Tout comme Condorcet faisait reproche à Voltaire et Montesquieu d’avoir fait preuve de retenue à l’égard de l’aristocratie et de la monarchie (Voir 1), nous devons faire reproche aujourd’hui à la plupart des hommes politiques, de droite comme de gauche, de leur retenue à l’égard du néocapitalisme et de l’économie néoclassique.
Le mot « retenue » est même certainement trop faible, car il serait plus judicieux de parler de complicité. Complicité d’appartenance pourrions nous dire.
Appartenance à une secte dirigeante, à une oligarchie entièrement régie par la préservation de son pouvoir, oligarchie majoritaire par l’organisation des institutions, majorité au service d’une ploutocratie, certes minoritaire en nombre, mais tenant tout, organisant tout, achetant tout et tout le monde.
S’achetant jusqu’à ces lieux d’où sortaient autrefois les contestations et les propositions de changements, mais où s’enseigne désormais, dans une orthodoxie sectaire, la religion de la théorie économique néoclassique ; je veux dire l’université. On l’a bien vu récemment avec Jean Tirole, incapable de s’exprimer sans faire référence à la conception magique du marché, jusque dans un domaine qui n’est pas le sien, l’environnement et le climat. (J.P. Dupuy in « Le pape François et le Nobel de l’économie » Le Monde 07/07)

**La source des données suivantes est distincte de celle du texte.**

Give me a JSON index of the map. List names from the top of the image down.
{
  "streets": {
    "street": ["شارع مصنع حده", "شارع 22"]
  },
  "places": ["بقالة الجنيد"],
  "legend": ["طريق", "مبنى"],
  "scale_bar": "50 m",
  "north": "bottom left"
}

Cette complicité est chaque jour plus évidente depuis la crise de 2008, qui s’est transformée en 2010, autour de nous, en crise de l’Europe.
Et ces crises, auxquelles on pourrait rajouter la crise environnementale et climatique, entrainent dès aujourd’hui un désir de justice des citoyens. Un désir que soient jugés les responsables, à l’exemple de ce que l’histoire a déjà connu.
Mieux vaudrait éviter les soubresauts trop violents du passé et innover avec des propositions plus douces. La plus naturelle serait celle des élections. Mais personne ne nie que celles ci ne fonctionnent plus dans un système désormais organisé et capté par une oligarchie matinée de ploutocratie. Il faut donc trouver autre chose.
L’appel au droit.
Je ne suis pas juriste, mais je pense que l’appel au droit pourrait être une solution.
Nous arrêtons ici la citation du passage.